1

I have data that looks like this:

data Test = Test {
  id :: Int,
  rating :: Maybe Float,
  amount :: Maybe Int,
  reviewHeader :: Maybe String,
  reviewDescription:: Maybe String
  }
  deriving (Typeable, Data, Eq, Show, GHC.Generic)

testList :: [Test]

I would like to consolidate testList into one Test. I know the id is the same for all the Tests. The way I want to merge the Tests is that if for one field they all have the same value or Nothing, be that value, else if there exist different values make that field Nothing.
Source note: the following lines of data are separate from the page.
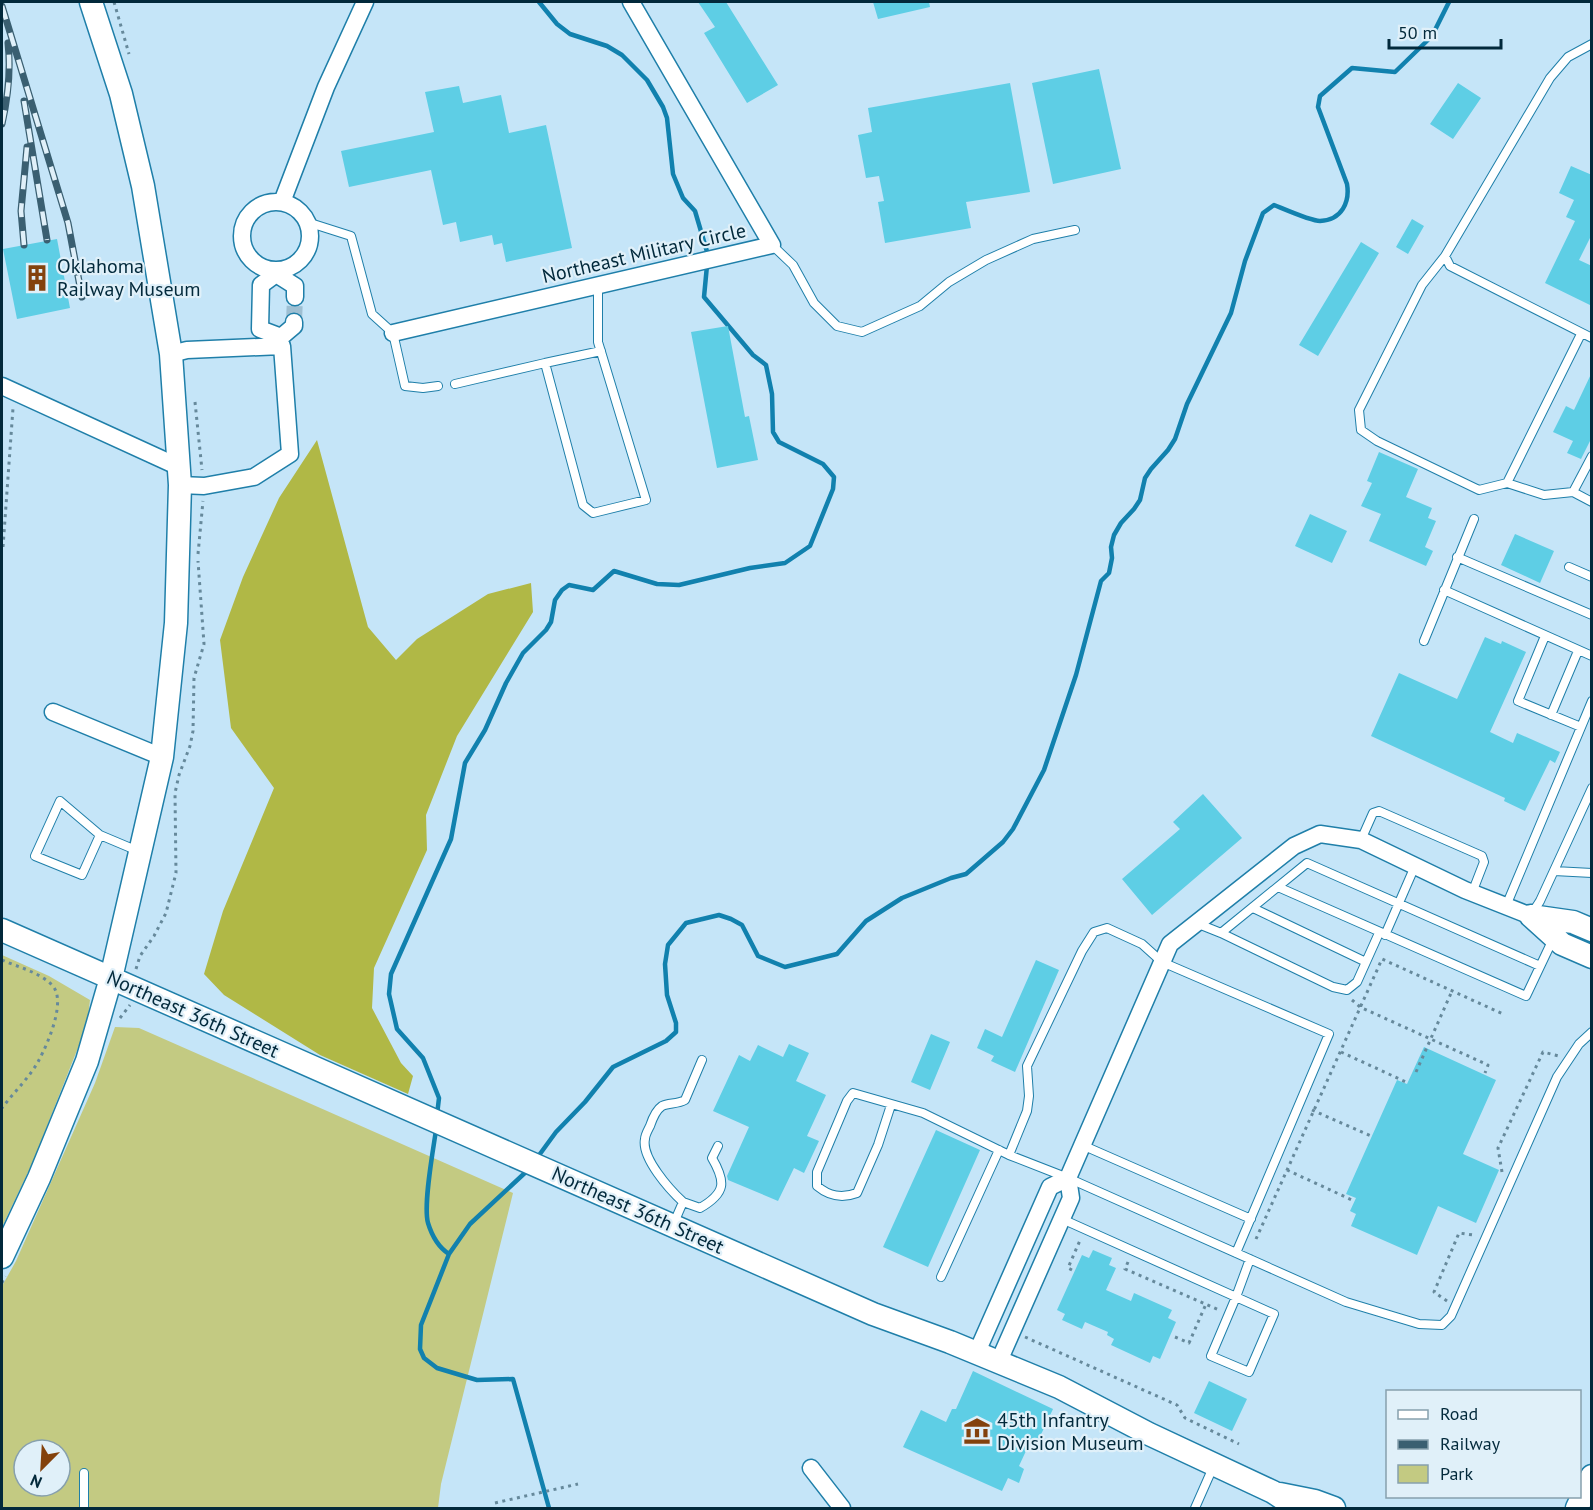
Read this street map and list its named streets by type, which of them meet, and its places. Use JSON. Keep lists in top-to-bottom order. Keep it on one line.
{"streets":{"main road":["Northeast 36th Street"],"street":["Northeast Military Circle"]},"places":{"building":["Oklahoma Railway Museum"],"museum":["45th Infantry Division Museum"]},"legend":["Road","Railway","Park"],"scale_bar":"50 m","north":"bottom left"}
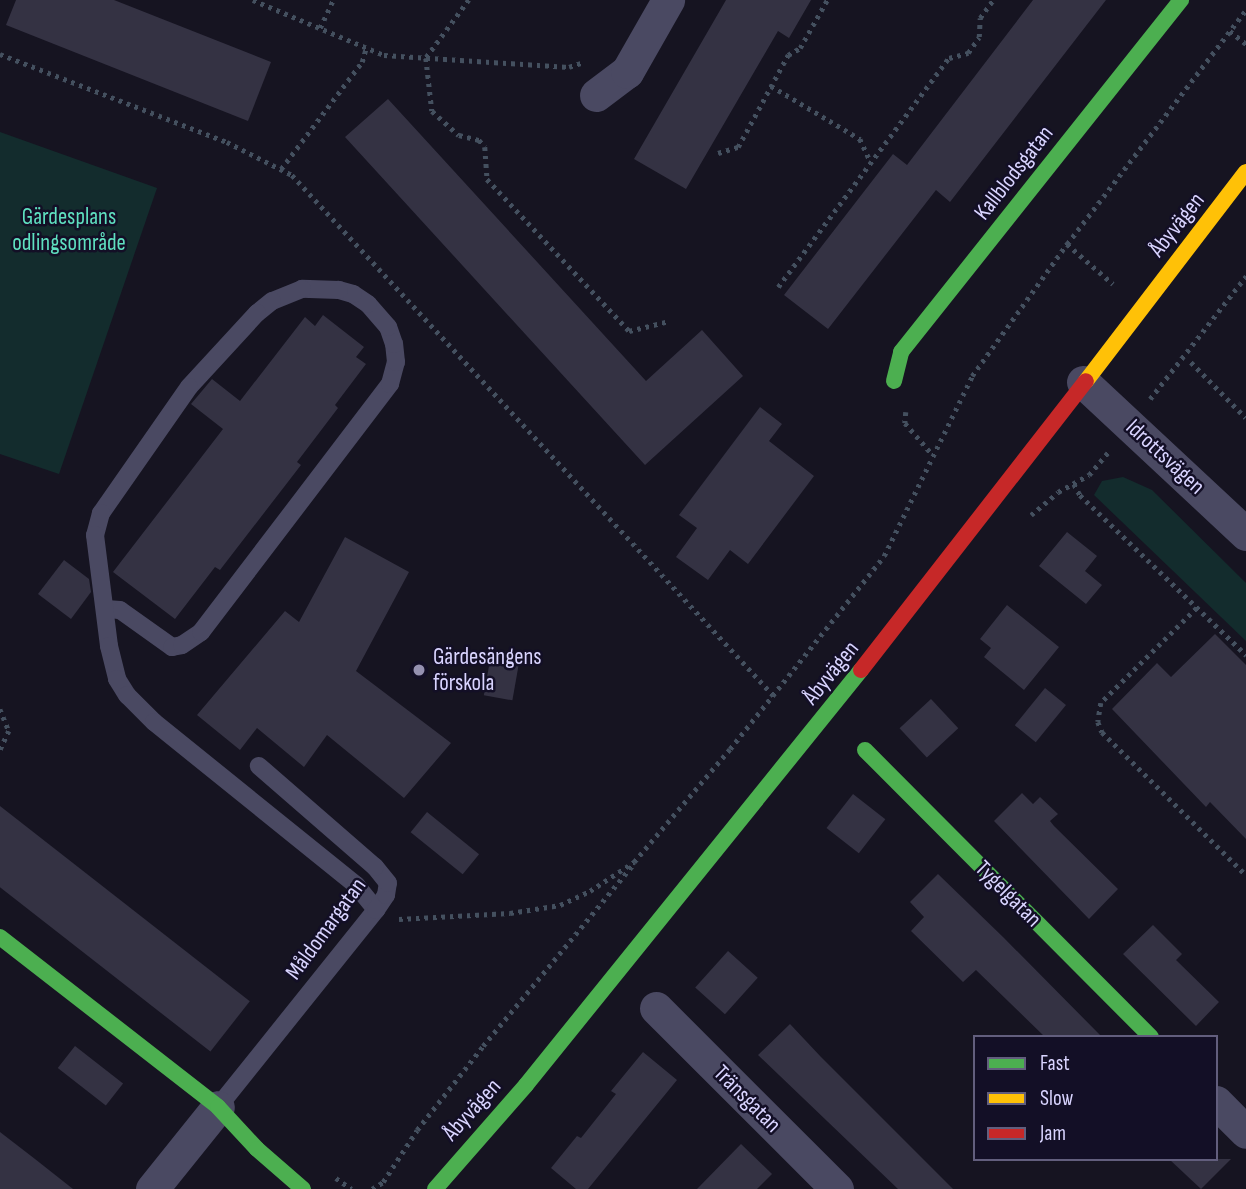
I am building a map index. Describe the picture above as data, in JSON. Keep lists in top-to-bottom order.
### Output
{
  "streets": {
    "street": [
      "Kallblodsgatan",
      "Åbyvägen",
      "Idrottsvägen",
      "Tygelgatan",
      "Tränsgatan"
    ],
    "lane": ["Måldomargatan"]
  },
  "crossings": [
    ["Åbyvägen", "Idrottsvägen"]
  ],
  "parks": ["Gärdesplans odlingsområde"],
  "places": ["Gärdesängens förskola"],
  "legend": ["Fast", "Slow", "Jam"]
}
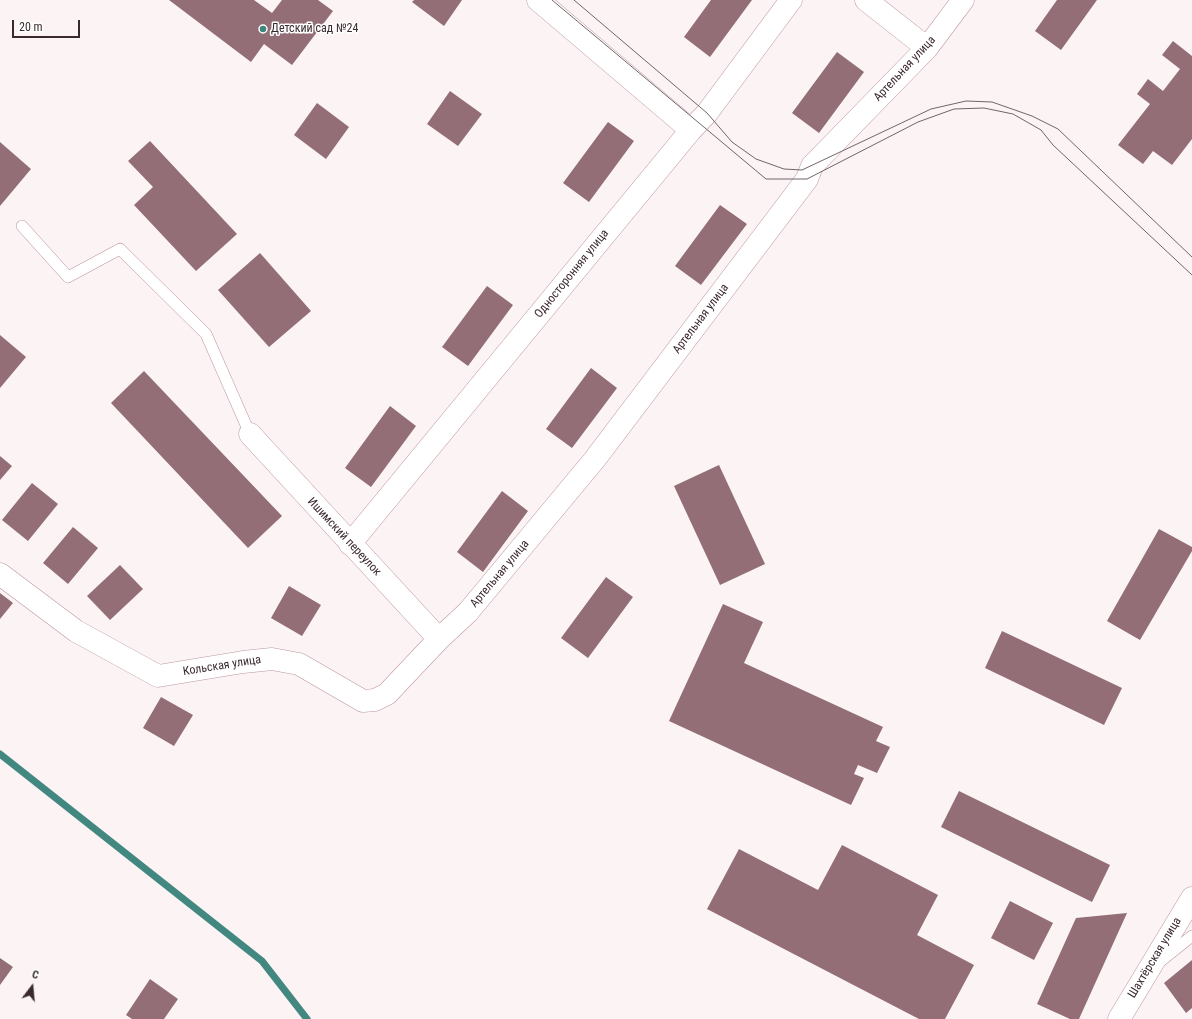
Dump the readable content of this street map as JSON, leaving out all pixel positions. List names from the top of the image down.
{
  "streets": {
    "street": [
      "Артельная улица",
      "Односторонняя улица",
      "Ишимский переулок",
      "Кольская улица",
      "Шахтёрская улица"
    ]
  },
  "crossings": [
    ["Артельная улица", "Ишимский переулок"],
    ["Артельная улица", "Кольская улица"],
    ["Односторонняя улица", "Ишимский переулок"],
    ["Ишимский переулок", "Кольская улица"]
  ],
  "places": ["Детский сад №24"],
  "scale_bar": "20 m",
  "north": "top"
}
An example would be:

t1 :: Test
t1 = Test 1 (Just 1.1) (Just 2) Nothing (Just "t22")
    
t2 :: Test
t2 = Test 1 (Just 2.1) (Just 2) (Just "t1") (Just "t22")

t3 :: Test
t3 = Test 1 Nothing Nothing (Just "t2") (Just "t22")

t4 :: Test
t4 = Test 1 (Just 1.1) Nothing Nothing (Just "t22")

testList = [t1, t2, t3, t4]

output = function testList

-- output equals Test 1 Nothing (Just 2) Nothing (Just "t22")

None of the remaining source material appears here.